Rabu, 21 April 2010

KHUTBAH JUMAT : DAKWAH ISLAM MENUJU RIDHO ALLOH

Oleh : Drs. Moh. Hasin, M.Ag
Ma’asyiral Muslimina Rahimakumulloh,

Melalui Mimbar yang mulia ini saya menghimbau kepada diri saya pribadi juga kepada Maasyirol Muslimin untuk tidak henti-hentinya berusaha terus meningkatkan Taqwa Kita kepada Alloh SWT dengan cara melaksanakan apa yang diperintahkannya serta menjauhi apa yang dilarangNya.

Ma’asyiral Muslimina Rahimakumulloh,

Pada kesempatan ini saya mendapat Amanah dari Ta’mir untuk menyampaikan Tema Khutbah “DAKWAH ISLAM MENUJU RIDHO ALLOH”. Kurang lebih ada 2 kata Kunci dari tema tersebut yaitu Dakwah Islam dan Ridho Alloh.

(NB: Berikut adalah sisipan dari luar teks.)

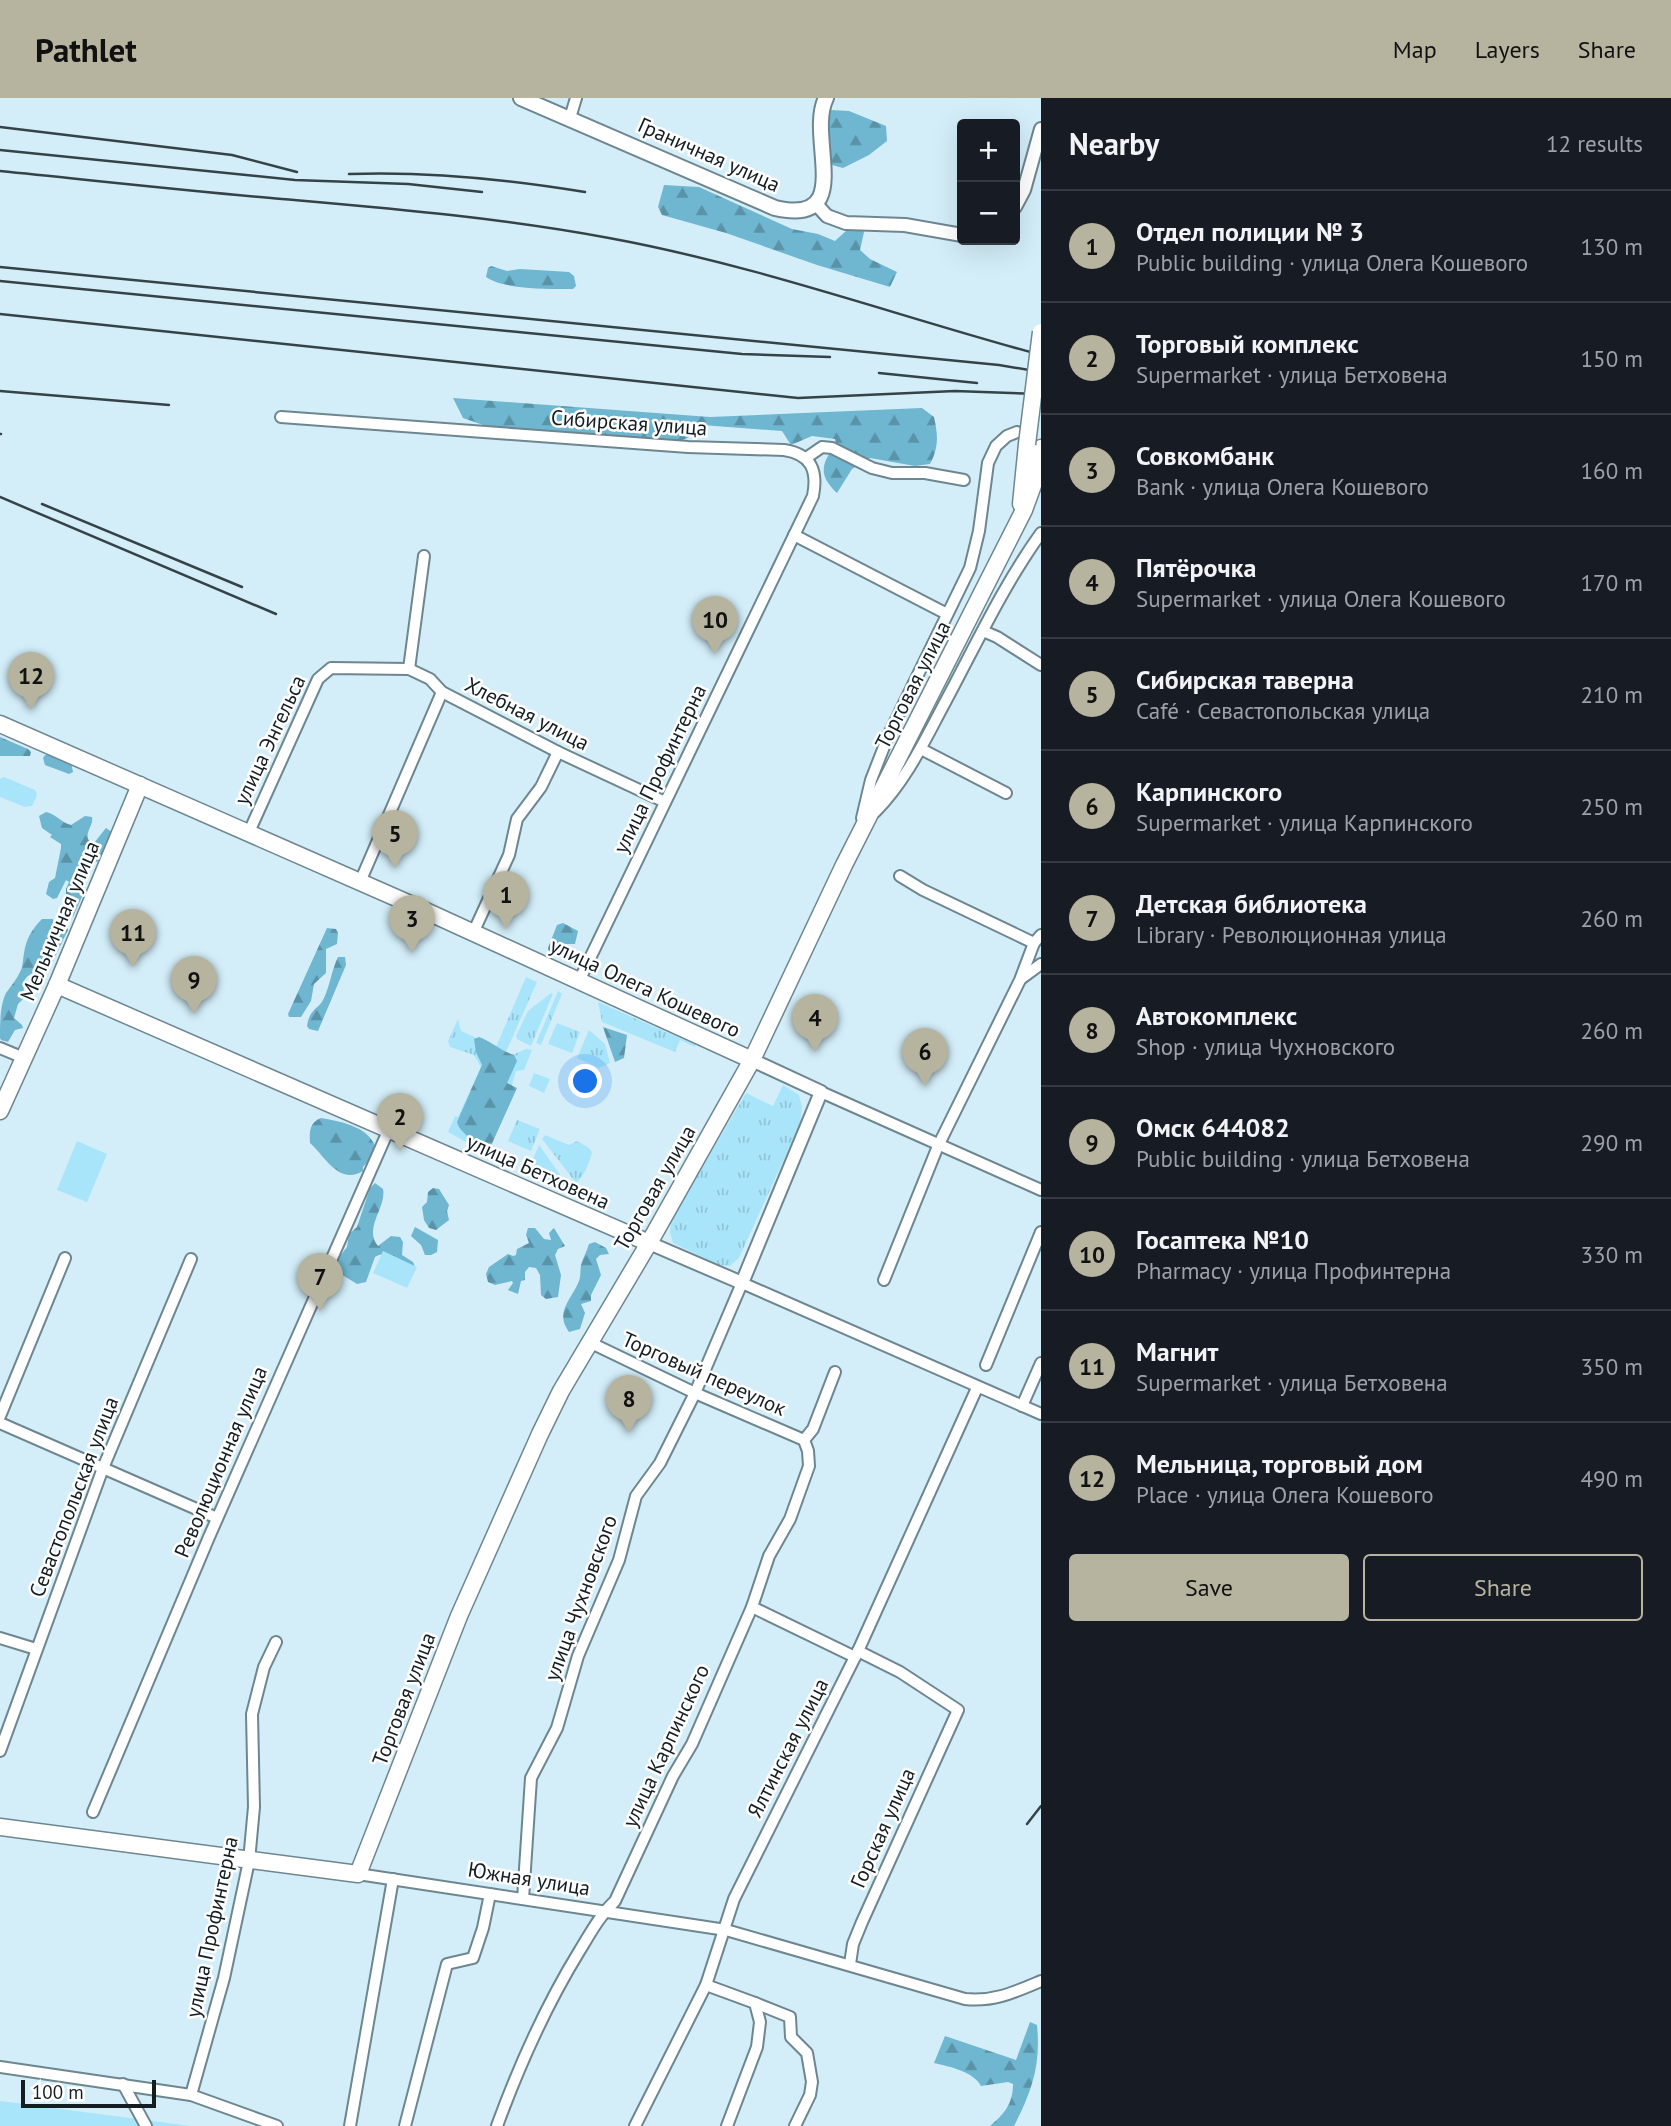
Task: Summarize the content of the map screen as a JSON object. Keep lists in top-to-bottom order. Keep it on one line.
{"streets":{"main road":["Граничная улица","Торговая улица","Мельничная улица","улица Олега Кошевого","улица Бетховена","Южная улица"],"street":["Сибирская улица","Хлебная улица","улица Энгельса","улица Профинтерна","Торговый переулок","Революционная улица","Севастопольская улица","улица Чухновского","улица Карпинского","Ялтинская улица","Горская улица"]},"crossings":[["Сибирская улица","улица Профинтерна"],["Торговая улица","улица Олега Кошевого"],["Торговая улица","улица Бетховена"],["Торговая улица","Торговый переулок"],["Торговая улица","Южная улица"],["Хлебная улица","улица Энгельса"],["Хлебная улица","улица Профинтерна"],["улица Энгельса","улица Олега Кошевого"],["улица Профинтерна","улица Олега Кошевого"],["улица Профинтерна","Южная улица"],["Мельничная улица","улица Олега Кошевого"],["Мельничная улица","улица Бетховена"],["улица Олега Кошевого","улица Чухновского"],["улица Бетховена","Революционная улица"],["улица Бетховена","улица Чухновского"],["улица Бетховена","Ялтинская улица"],["Торговый переулок","улица Чухновского"],["Торговый переулок","улица Карпинского"],["улица Чухновского","Южная улица"],["улица Карпинского","Южная улица"],["Ялтинская улица","Горская улица"],["Ялтинская улица","Южная улица"],["Горская улица","Южная улица"]],"scale_bar":"100 m","page":{"header":"Pathlet","nav":["Map","Layers","Share"],"heading":["Nearby","12 results"],"map_buttons":["+","−"],"list":[{"mark":"1","name":"Отдел полиции № 3","note":"Public building · улица Олега Кошевого","value":"130 m"},{"mark":"2","name":"Торговый комплекс","note":"Supermarket · улица Бетховена","value":"150 m"},{"mark":"3","name":"Совкомбанк","note":"Bank · улица Олега Кошевого","value":"160 m"},{"mark":"4","name":"Пятёрочка","note":"Supermarket · улица Олега Кошевого","value":"170 m"},{"mark":"5","name":"Сибирская таверна","note":"Café · Севастопольская улица","value":"210 m"},{"mark":"6","name":"Карпинского","note":"Supermarket · улица Карпинского","value":"250 m"},{"mark":"7","name":"Детская библиотека","note":"Library · Революционная улица","value":"260 m"},{"mark":"8","name":"Автокомплекс","note":"Shop · улица Чухновского","value":"260 m"},{"mark":"9","name":"Омск 644082","note":"Public building · улица Бетховена","value":"290 m"},{"mark":"10","name":"Госаптека №10","note":"Pharmacy · улица Профинтерна","value":"330 m"},{"mark":"11","name":"Магнит","note":"Supermarket · улица Бетховена","value":"350 m"},{"mark":"12","name":"Мельница, торговый дом","note":"Place · улица Олега Кошевого","value":"490 m"}],"pins":["10","12","5","1","3","11","9","4","6","2","7","8"],"buttons":["Save","Share"],"scale":"100 m"}}
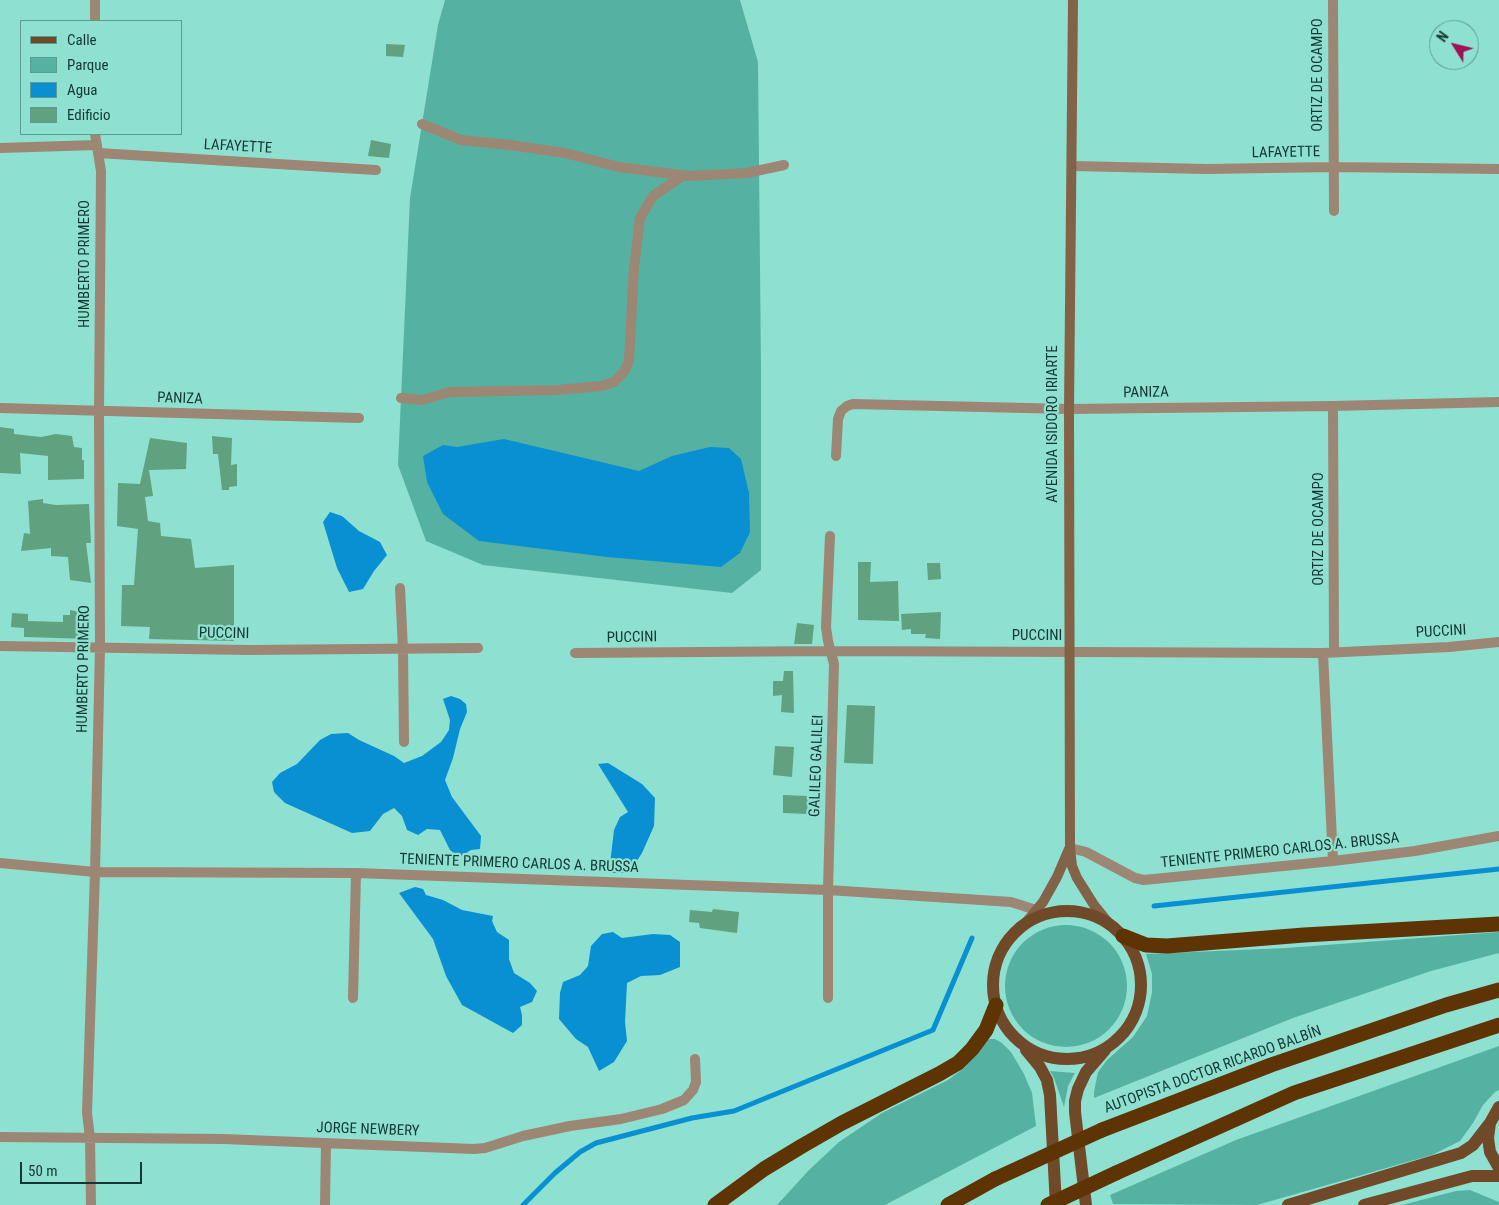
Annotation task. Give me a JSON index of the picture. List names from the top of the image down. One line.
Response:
{"streets":{"highway":["AUTOPISTA DOCTOR RICARDO BALBÍN"],"street":["ORTIZ DE OCAMPO","LAFAYETTE","HUMBERTO PRIMERO","PANIZA","AVENIDA ISIDORO IRIARTE","PUCCINI","GALILEO GALILEI","TENIENTE PRIMERO CARLOS A. BRUSSA","JORGE NEWBERY"]},"crossings":[["ORTIZ DE OCAMPO","LAFAYETTE"],["ORTIZ DE OCAMPO","PANIZA"],["ORTIZ DE OCAMPO","PUCCINI"],["LAFAYETTE","HUMBERTO PRIMERO"],["LAFAYETTE","AVENIDA ISIDORO IRIARTE"],["HUMBERTO PRIMERO","PANIZA"],["HUMBERTO PRIMERO","PUCCINI"],["HUMBERTO PRIMERO","TENIENTE PRIMERO CARLOS A. BRUSSA"],["HUMBERTO PRIMERO","JORGE NEWBERY"],["PANIZA","AVENIDA ISIDORO IRIARTE"],["AVENIDA ISIDORO IRIARTE","PUCCINI"],["AVENIDA ISIDORO IRIARTE","TENIENTE PRIMERO CARLOS A. BRUSSA"],["PUCCINI","GALILEO GALILEI"],["GALILEO GALILEI","TENIENTE PRIMERO CARLOS A. BRUSSA"]],"legend":["Calle","Parque","Agua","Edificio"],"scale_bar":"50 m","north":"top left"}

Dakwah yang secara lughah (da’a – yad’u , da’watan) berarti, mengajak atau menyeru, Dalam Kitab Rosmul Bayan at-tarbiyah, Makna dakwah tertulis sbb :

Artinya : Mengajak manusia kepada Allah dengan hikmah dan nasihat yang baik, sehingga mereka meninggalkan thaghut dan beriman kepada Allah agar mereka keluar dari kegelapan jahiliyah menuju cahaya Islam.

Adapun arti Ridho secara lughah (Rodhiya, yardho, Rodin) berarti rela atau berkenan. Ridho Alloh = Alloh rela/berkenan terhadap apa yang kita lakukan.

Ma’asyiral Muslimina Rahimakumulloh,

Dalam sebuah risalahnya, Imam As-Syahid Hasan Al-banna pernah menyebutkan cirri-ciri Dakwah Sebagai berikut :

1. Dakwah Islamiah yang Konprehenship (Syumuliah Fi Da'wah)
Maksud Imam Hasan adalah bahwa dakwah Islamiah seharusnya membawa risalah Islam yang asli. Dakwah tersebut bukanlah didalam maksud yang sempit atau terbatas, misalnya terbatas pada sudut kecendekiawanan (keintelektualan) saja, atau pada sudut politik semata, dsb. Seterusnya manusia juga perlu memperoleh penjelasan tentang jalan dakwah Islamiah agar mereka faham tujuan dakwah yang sebenarnya sehingga masyarakat umum tidak merasa samar-samar akan cara-cara dakwah Islamiah.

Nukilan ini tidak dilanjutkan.